The Indian government, through its enterprises, is planning to raise funds by issuing tax-free bonds for renewable energy projects.

At least 3 government-owned organisations — Power Finance Corporation (PFC), Rural Electrification Corporation (REC), and Indian Renewable Energy Development Agency (IREDA) — will raise more than $600 million through tax-free bonds. The entities will use the funds raised to provide low-cost finance to renewable energy project developers. According to media reports, these entities will provide finance at 10.5%, which is comparatively cheaper than the rates on offer by the Indian banks. PFC will use the raised funds specifically to finance solar power projects.

India plans to add 97 GW solar power capacity by 2022 and funding such a large capacity addition program remains a major concern. Apart from foreign investors and development banks the Indian government is also looking to tap the domestic market to raise funds.

The Indian Export-Import Bank raised $500 million through green bonds issue. Yes Bank, a private sector bank, also raised $150 million through India’s first-ever green bond issue earlier this year. The government, in April, had asked at least 8 entities to raise funds through green bonds. PFC, REC, and IREDA are among the first to respond to this call. India’s largest power producer NTPC Limited has also announced plans to raise at least $500 million through green bonds to fund its own solar power capacity addition.

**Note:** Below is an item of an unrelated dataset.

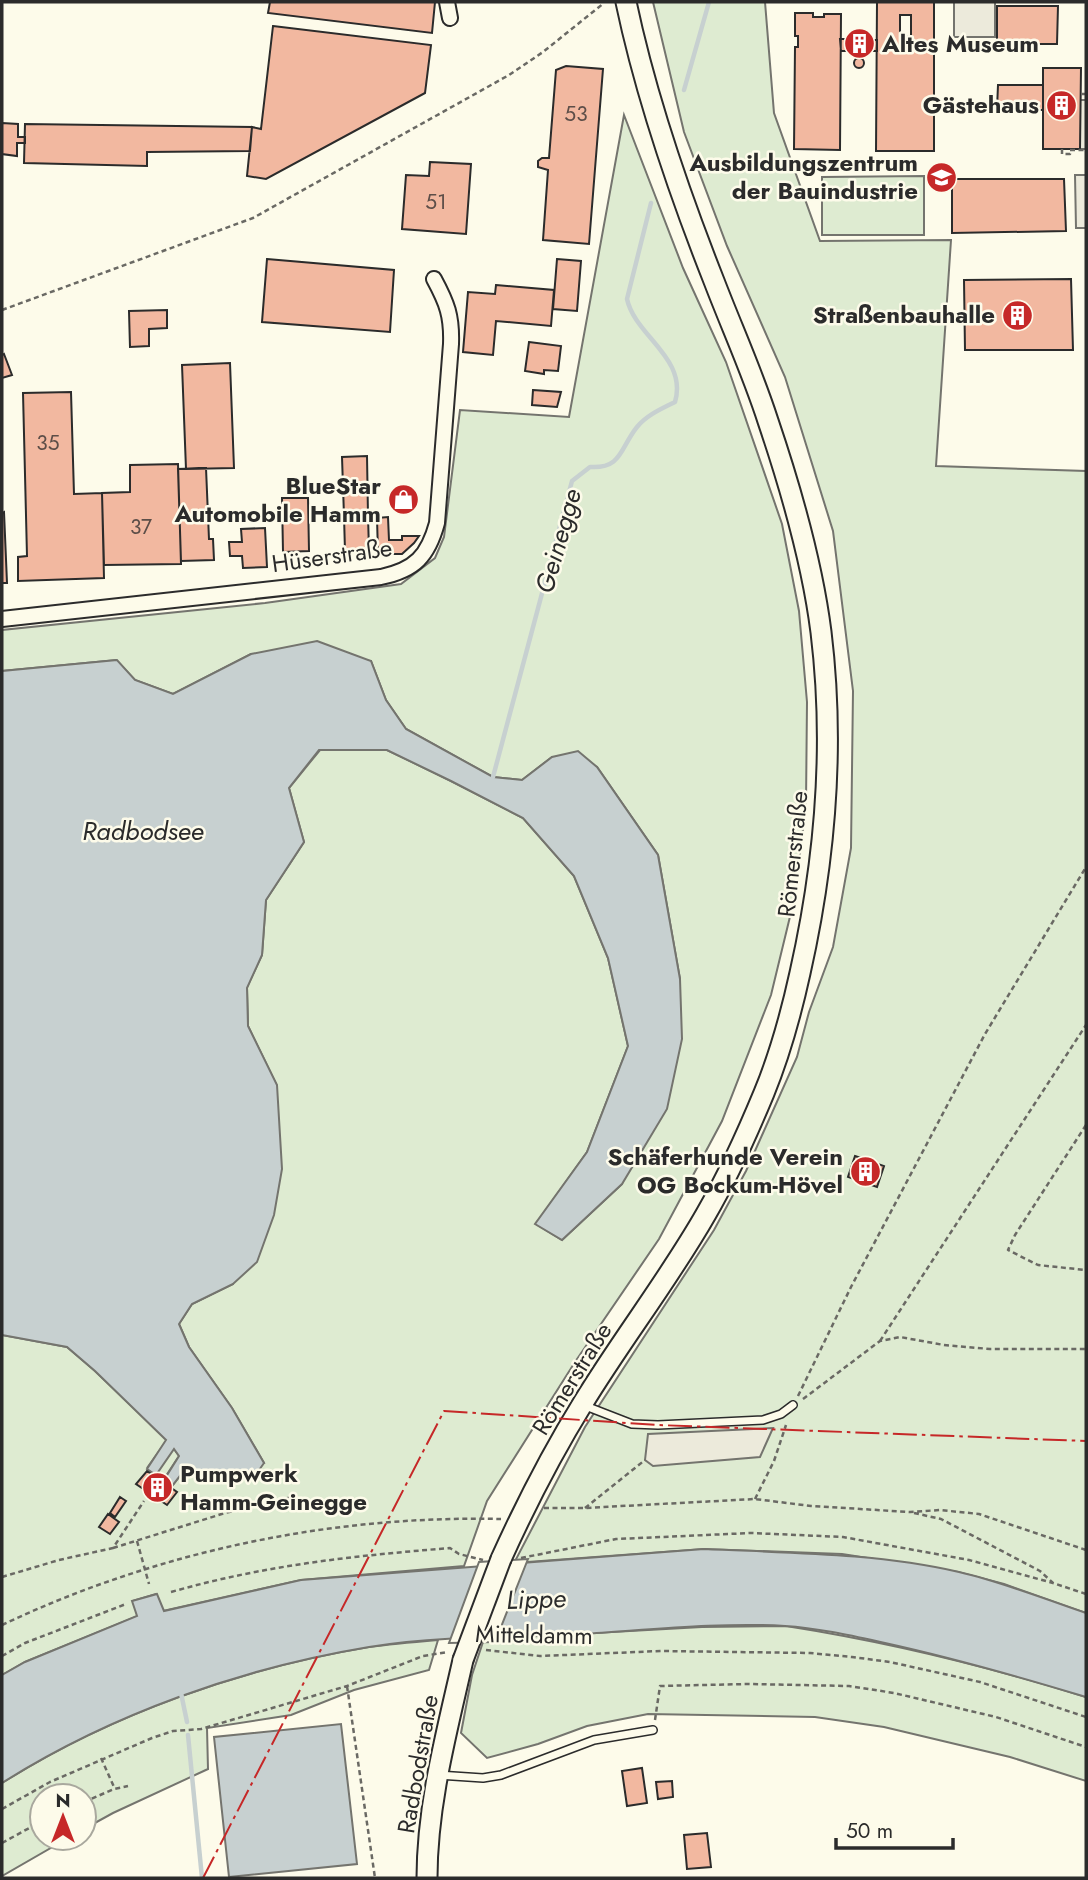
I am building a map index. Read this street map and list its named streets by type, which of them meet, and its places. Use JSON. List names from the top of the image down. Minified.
{"streets":{"main road":["Römerstraße","Radbodstraße"],"street":["Hüserstraße"],"path":["Mitteldamm"]},"crossings":[["Römerstraße","Mitteldamm"],["Römerstraße","Radbodstraße"],["Mitteldamm","Radbodstraße"]],"water":["Geinegge","Radbodsee","Lippe"],"places":{"building":["Altes Museum","Gästehaus","Straßenbauhalle","Schäferhunde Verein OG Bockum-Hövel","Pumpwerk Hamm-Geinegge"],"school or university":["Ausbildungszentrum der Bauindustrie"],"shop":["BlueStar Automobile Hamm"]},"house_numbers":["53","51","35","37"],"scale_bar":"50 m","north":"top"}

Renewable energy is still classified under the power sector in the Indian banking sector and all banks have exhausted their limits to lend to power sector companies including generators and distribution companies. As a result, banks have no capital left to finance renewable energy projects even if they want to. To address this problem, the Reserve Bank of India is believed to be working on separating the renewable energy sector from the overall power sector for the purpose of funding. In the meantime, and as a supplementary measure, banks as well as non-banking financial institutions have been asked to float green bonds to raise funds.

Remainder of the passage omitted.